К тому времени они уже пересекли Широкую, миновали Белелес и теперь стояли около завалившейся, почерневшей от времени стены синагоги Альтнойшуле. Из-за стены доносилось тихое пение и гудение голосов, а из узких окошек Божьего дома пробивался слабый свет.
-- Никогда бы не подумал, что в такой поздний час там могут быть люди, -- прошептал Коппель-Медведь.
-- Они поют "Овину малькену", будто все еще Новый год, -- тоже шепотом удивился Екеле-дурачок.
-- Зажгли свечи и поют, -- сказал Коппель. -- Пойду-ка посмотрю, что это за люди. Интересно...
-- Идем, идем отсюда! Мне это совсем не нравится! -- ответил Екеле. -Что ты там хочешь увидеть, что такое узнать?! Пойдем скорее, сдается мне, тут не чисто...
Но Коппель не послушался его и побрел через улочку прямо к окну, из которого пробивался свет.
Екеле последовал за ним на подкашивающихся ногах. Как ни силен был его страх, он не мог оставить своего друга и спутника многих лет -- только покрепче прижал к себе завернутую в кусок черного полотна скрипку.
-- Я думаю, там происходит нечто любопытное, -- сказал Коппель, заглянув в окошко. -- Я вижу свечи, слышу голоса и всякие звуки, а людей ни одной живой души не видать... А вот кто-то кашляет -- точь-в-точь как покойный пекарь Нефтель Гутман, которого вынесли в прошлом году на кладбище...
-- Да помянет он нас добром! -- дрожа всем телом, шепнул Екеле. -Значит, он и там, в вечной жизни, кашляет.
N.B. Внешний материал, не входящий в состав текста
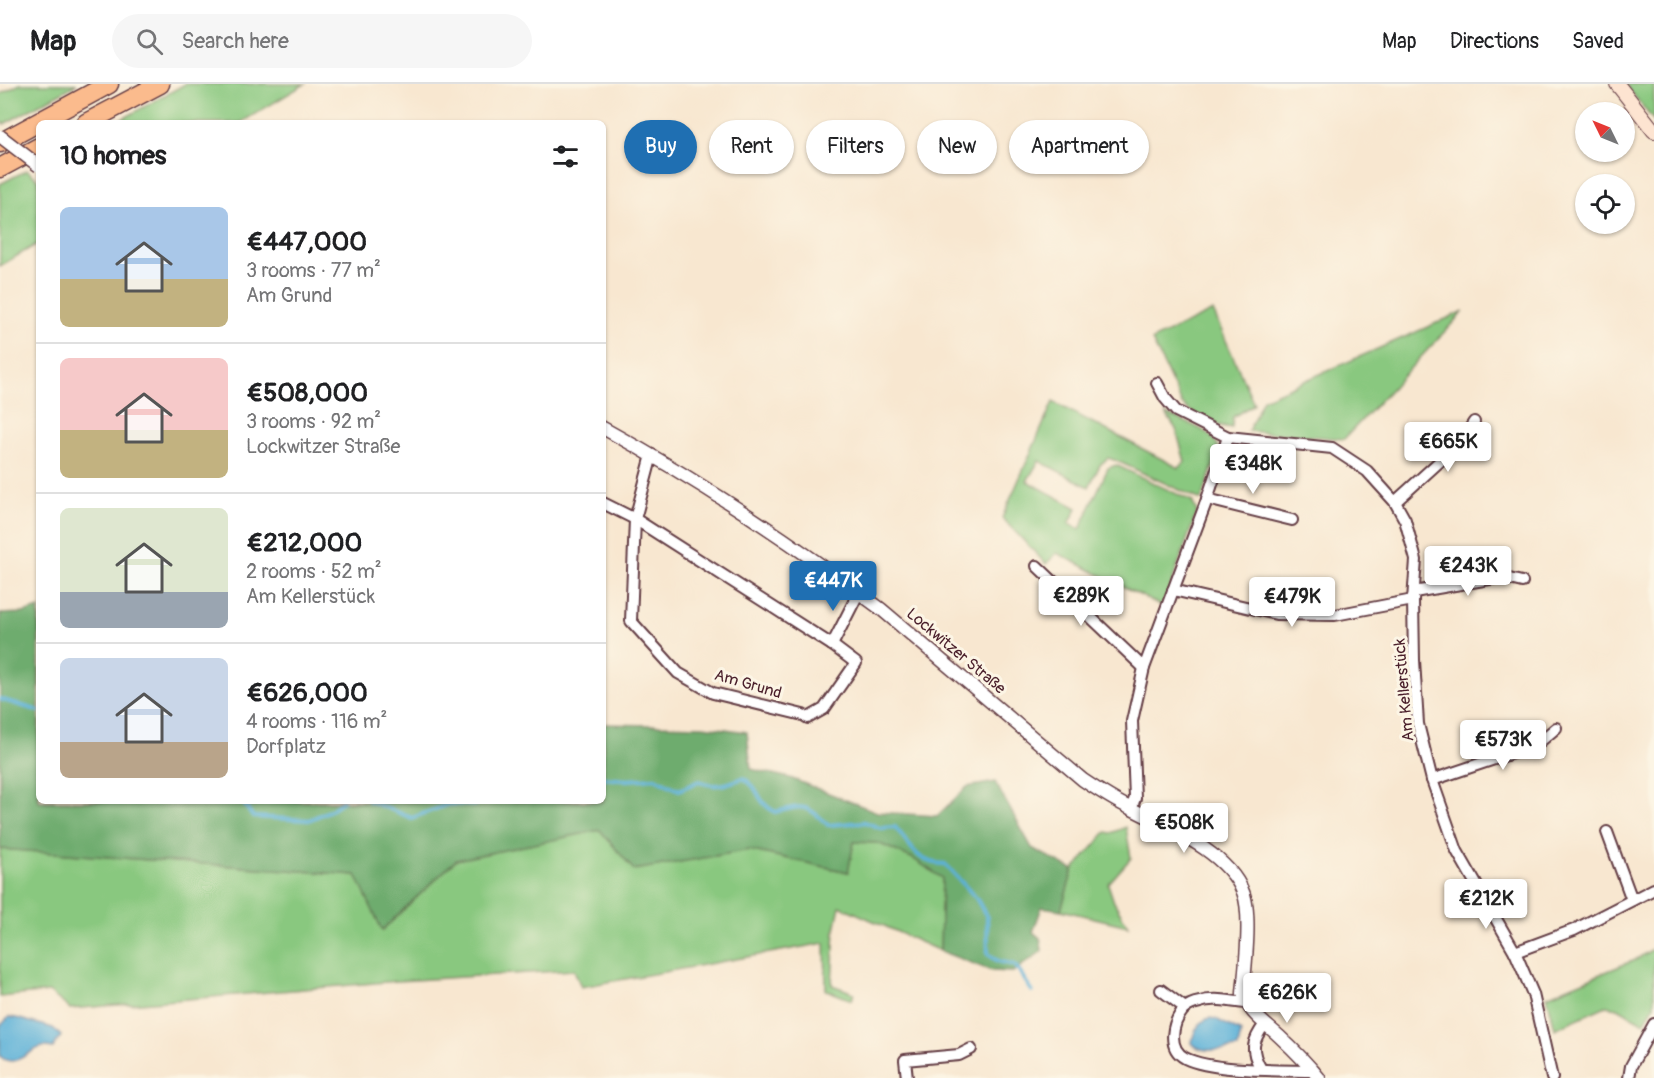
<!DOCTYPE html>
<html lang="en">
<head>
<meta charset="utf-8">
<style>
  body { margin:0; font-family:Pangolin,sans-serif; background:#f6f6f6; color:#202124; height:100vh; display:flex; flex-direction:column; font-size:22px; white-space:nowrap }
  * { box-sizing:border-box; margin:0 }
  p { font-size:20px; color:#757577 }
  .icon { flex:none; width:33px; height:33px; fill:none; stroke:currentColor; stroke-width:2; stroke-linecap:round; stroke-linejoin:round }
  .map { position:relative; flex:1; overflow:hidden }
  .details { position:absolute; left:36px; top:36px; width:570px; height:684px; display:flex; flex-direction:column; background:#fff; border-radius:9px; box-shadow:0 2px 4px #0004 }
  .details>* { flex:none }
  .banner { position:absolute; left:624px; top:36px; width:570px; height:54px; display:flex; gap:12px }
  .needle { width:39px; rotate:313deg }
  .buttons { position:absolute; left:1575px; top:18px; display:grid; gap:12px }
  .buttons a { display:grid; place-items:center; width:60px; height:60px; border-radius:50%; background:#fff; box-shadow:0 2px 4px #0004; font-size:30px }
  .price { position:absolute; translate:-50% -51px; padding:0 14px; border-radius:6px; background:#fff; color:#222; font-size:20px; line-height:39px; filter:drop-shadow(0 2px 3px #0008) }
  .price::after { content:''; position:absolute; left:50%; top:36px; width:18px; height:14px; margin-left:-9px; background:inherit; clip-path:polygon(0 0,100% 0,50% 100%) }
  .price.selected { background:#1f6fb2; color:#fff }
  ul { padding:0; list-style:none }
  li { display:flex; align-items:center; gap:18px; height:150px; padding:0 24px }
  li+li { border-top:2px solid #e0e0e0 }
  li span { display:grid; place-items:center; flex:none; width:168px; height:120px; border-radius:9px; color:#555 }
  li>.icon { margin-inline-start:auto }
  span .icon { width:72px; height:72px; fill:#fffc; stroke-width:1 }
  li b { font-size:26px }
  h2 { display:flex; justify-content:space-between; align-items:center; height:72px; padding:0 24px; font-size:26px }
  .pill { padding:0 21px; border-radius:27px; background:#fff; box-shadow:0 2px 4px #0004; font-size:21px; line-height:54px }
  .pill.selected { background:#1f6fb2; color:#fff }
  header { display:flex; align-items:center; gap:36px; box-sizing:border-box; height:84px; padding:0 30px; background:#fff; border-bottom:2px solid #e0e0e0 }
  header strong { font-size:28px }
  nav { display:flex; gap:33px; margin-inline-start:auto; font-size:21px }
  .search { width:420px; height:54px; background:#f6f6f6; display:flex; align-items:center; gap:15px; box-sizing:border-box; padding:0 21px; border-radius:33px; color:#757577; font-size:22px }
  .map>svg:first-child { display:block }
</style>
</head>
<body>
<header>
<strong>Map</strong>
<div class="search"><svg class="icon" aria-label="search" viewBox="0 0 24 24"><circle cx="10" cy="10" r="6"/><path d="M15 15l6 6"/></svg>Search here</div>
<nav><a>Map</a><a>Directions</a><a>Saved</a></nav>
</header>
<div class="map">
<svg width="1654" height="994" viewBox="0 0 1654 994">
  <rect width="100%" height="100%" fill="#fcf5e5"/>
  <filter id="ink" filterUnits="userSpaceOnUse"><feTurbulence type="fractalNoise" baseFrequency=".0167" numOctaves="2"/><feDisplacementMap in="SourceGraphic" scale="12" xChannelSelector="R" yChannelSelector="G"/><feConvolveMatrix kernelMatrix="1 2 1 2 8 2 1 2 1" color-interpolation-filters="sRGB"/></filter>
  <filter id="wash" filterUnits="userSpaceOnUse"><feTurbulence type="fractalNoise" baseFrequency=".008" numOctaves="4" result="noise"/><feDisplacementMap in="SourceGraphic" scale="24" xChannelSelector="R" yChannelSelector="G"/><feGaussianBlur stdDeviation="1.35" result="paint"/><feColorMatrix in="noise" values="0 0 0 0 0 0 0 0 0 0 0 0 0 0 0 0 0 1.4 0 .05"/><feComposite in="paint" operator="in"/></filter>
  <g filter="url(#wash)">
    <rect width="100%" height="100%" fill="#f8e7d0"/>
    <!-- green -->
    <g fill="#89c87f" stroke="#6a7455" stroke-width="1.5">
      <path d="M20,0h57l-73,40 -4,-3v-27z"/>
      <path d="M185,0h120l-65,39h-125z"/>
      <path d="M1625,0h29v37z"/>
      <path d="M27,86l12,10v63l-39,23v-82z"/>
      <path d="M1213,227l41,93 -21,13 -1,11c-17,-2 -38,-12 -50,-24l-30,-64z"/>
      <path d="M1464,227l-120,128 -96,-8 15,-32z"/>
      <path d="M1053,318l126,66 6,-6 -9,-33 -10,-15c18,8 49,16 53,36l-18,50 -84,-39 -9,-3 -8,7 -11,22 -50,-26 -12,20 50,27 -8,16 11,5 28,-61 8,-3 76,36 5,11 -34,95 -106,-54 -11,11 -44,-46z"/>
      <path d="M1126,743l5,31 -23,26 6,18 14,24 -67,-16 12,-40 33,-38 5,1z"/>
      <path d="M600,746l34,40 115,-20 99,22 6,-30 24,1 34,15 30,20 -2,73 -100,-45 -5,23 -3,56 22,8 -2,7 -26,-10 -1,-47 -244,44 -7,-17 -176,11 -328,28 -21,-17 -49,5v-148l357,26 26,55 73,-70z"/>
      <path d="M1654,864v58l-10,17 -26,-15 -12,-2 -51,23 -8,-33 90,-37z"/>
    </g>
    <!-- forest -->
    <path fill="#6eac6e" stroke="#5c664c" stroke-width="1.5" d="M39,524v193h564v-77l100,2 44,6 4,37 39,9 87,34 60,4 30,-29 28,-5 37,66 41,22 -12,40 -19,-3 -9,25 7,6 2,13 -29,21 -21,-1 -52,-20 2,-73 -30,-20 -34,-15 -24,-1 -6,30 -99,-22 -115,20 -34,-40 -144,30 -74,70 -26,-55 -356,-26v-235l23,-1z"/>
    <!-- water -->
    <g fill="#5cb1d8" stroke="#536882" stroke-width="1.5">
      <path d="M9,933l7,1 37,10 8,8 -8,12c-5,-1 -10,-2 -14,0 -13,5 -26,21 -39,8v-30z"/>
      <path d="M1209,934l7,1 25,13 -3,16c-13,1 -37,7 -46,-5 1,-11 7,-21 17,-25z"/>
    </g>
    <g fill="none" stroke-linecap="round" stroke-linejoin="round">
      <!-- stream -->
      <g stroke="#5cb1d8" stroke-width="4">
        <path d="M0,615l39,12"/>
        <path d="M603,694l24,2 28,-2 24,12 20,-9c16,8 28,3 44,-3 19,11 11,22 32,34 28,-7 31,-9 53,13l37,-3 15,6 15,-1c17,19 21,37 50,37l31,34 11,19 1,37 10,7 17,4 17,26"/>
        <path d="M242,717l11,16 56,3 22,-10 12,-9"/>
        <path d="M369,717l43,17 37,-14 26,1 2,-4"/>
      </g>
    </g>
  </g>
  <g filter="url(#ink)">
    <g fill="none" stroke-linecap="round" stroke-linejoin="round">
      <!-- minor casing -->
      <g stroke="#643d44" stroke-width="14">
        <g id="minor">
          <path d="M1157,299l8,15 11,13 52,26 104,11 35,23 28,31 10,18 11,40 -3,40 1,60 4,64 14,56 25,71 58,101 18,42 19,84"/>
          <path d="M1207,415l85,21"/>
          <path d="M1395,418l66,-60 13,-20"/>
          <path d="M603,419l32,16 197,126 24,18 -32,46 -16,9 -5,-3 -90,-22 -35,-20 -47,-52 4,-102 17,-64"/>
          <path d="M1037,482l107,102"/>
          <path d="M1173,506l103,24 59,1 78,-15"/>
          <path d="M1414,508l87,-15 21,5"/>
          <path d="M832,561l27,-53"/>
          <path d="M1432,696l104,-35 20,-17"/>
          <path d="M1131,725l4,-11 -3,-77 12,-53 61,-163 23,-68"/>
          <path d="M1607,748l25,68"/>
          <path d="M1515,868l59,-22 80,-41"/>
          <path d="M1161,906l24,18"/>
          <path d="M1246,919c-15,-1 -32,-6 -46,-1 -6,1 -13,4 -17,8 -11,14 -16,38 2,48 28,14 96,12 129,13"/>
          <path d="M1261,985c-11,-19 -9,-28 4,-45"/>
          <path d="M907,994l-2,-18 54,-5 12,-6"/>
          <path d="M1629,994l2,-12 23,-42"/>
        </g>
      </g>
      <!-- tertiary casing -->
      <g stroke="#643d44" stroke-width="15">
        <path id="tertiary" d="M603,344c97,53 190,115 278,181l202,171c15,10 30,20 47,28 36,19 97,43 113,84 9,21 2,77 0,101 5,20 22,30 36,43 14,13 28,27 40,42"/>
      </g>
      <!-- secondary casing -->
      <g stroke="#643d44" stroke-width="16">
        <path id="secondary" d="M1617,0l37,47"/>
      </g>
      <!-- motorway casing -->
      <g stroke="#643d44" stroke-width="21">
        <g id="motorway">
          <path d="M86,39l74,-39"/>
          <path d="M0,59l109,-59"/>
          <path d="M0,84l39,-21"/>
        </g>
      </g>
      <!-- minor -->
      <use href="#minor" stroke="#fff" stroke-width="10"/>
      <!-- tertiary -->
      <use href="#tertiary" stroke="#fff" stroke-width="12"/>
      <!-- secondary -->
      <use href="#secondary" stroke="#fde4d1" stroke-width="14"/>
      <!-- motorway -->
      <use href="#motorway" stroke="#fbbb8d" stroke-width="18"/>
      <!-- tertiary-bridge casing -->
      <g stroke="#643d44" stroke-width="15" stroke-linecap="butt">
        <path id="tertiary-bridge" d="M0,52l39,30"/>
      </g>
      <!-- tertiary-bridge -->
      <use href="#tertiary-bridge" stroke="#fff" stroke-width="12"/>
    </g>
  </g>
  <g text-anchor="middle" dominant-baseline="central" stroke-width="6" stroke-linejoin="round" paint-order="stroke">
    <!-- street labels -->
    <g font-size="16" fill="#4a1f2b" stroke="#fcf5e5">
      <text transform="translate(956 567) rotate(40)">Lockwitzer Straße</text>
      <text transform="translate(748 600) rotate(16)">Am Grund</text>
      <text transform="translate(1404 606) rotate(-95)">Am Kellerstück</text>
    </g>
  </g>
</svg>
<div class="buttons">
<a><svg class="needle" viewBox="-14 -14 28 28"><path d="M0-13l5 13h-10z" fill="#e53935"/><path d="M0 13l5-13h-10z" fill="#757577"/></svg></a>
<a><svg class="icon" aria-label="locate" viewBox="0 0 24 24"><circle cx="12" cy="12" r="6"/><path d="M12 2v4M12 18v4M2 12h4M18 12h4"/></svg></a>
</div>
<b class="price" style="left:1448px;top:389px">€665K</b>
<b class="price" style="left:1253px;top:411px">€348K</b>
<b class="price" style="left:1468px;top:513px">€243K</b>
<b class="price selected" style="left:833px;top:528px">€447K</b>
<b class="price" style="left:1081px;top:543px">€289K</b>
<b class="price" style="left:1292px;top:544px">€479K</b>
<b class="price" style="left:1503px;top:687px">€573K</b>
<b class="price" style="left:1184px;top:770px">€508K</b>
<b class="price" style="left:1486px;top:846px">€212K</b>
<b class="price" style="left:1287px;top:940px">€626K</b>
<div class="banner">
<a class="pill selected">Buy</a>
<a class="pill">Rent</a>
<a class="pill">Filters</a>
<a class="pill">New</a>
<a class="pill">Apartment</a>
</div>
<section class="details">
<h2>10 homes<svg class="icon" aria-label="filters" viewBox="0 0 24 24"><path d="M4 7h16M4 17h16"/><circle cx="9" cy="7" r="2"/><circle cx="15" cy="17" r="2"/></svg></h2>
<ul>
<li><span style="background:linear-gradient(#a9c7e8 60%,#c2b280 0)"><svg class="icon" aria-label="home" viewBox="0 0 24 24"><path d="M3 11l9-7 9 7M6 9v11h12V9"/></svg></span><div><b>€447,000</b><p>3 rooms · 77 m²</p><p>Am Grund</p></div></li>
<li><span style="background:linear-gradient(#f6c9c9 60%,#c2b280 0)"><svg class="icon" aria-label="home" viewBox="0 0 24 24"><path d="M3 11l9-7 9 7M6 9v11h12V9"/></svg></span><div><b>€508,000</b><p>3 rooms · 92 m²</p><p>Lockwitzer Straße</p></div></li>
<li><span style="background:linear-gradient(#dfe7d0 70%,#9aa5b1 0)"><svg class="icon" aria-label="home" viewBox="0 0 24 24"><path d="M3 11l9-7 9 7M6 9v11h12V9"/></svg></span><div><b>€212,000</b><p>2 rooms · 52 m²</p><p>Am Kellerstück</p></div></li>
<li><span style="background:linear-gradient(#c9d6e8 70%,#b9a48a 0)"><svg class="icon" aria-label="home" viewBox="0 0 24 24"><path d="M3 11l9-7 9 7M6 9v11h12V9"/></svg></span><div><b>€626,000</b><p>4 rooms · 116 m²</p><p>Dorfplatz</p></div></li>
</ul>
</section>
</div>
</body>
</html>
А разрешают ли ему там печь пирожные? И, если да, то кто же их там ест? Коппель-Медведь, мне страшно. Говорю тебе, уйдем отсюда, здесь человеку нечего делать. Почему ты не хочешь меня слушать? У них тут свой праздник -- зачем им мешать? Пойдем скорее! Становится холодно, и глоток водки из твоей кружки, будь она краденая или некраденая, пойдет нам обоим на пользу -- согреемся перед тем как лечь в постель.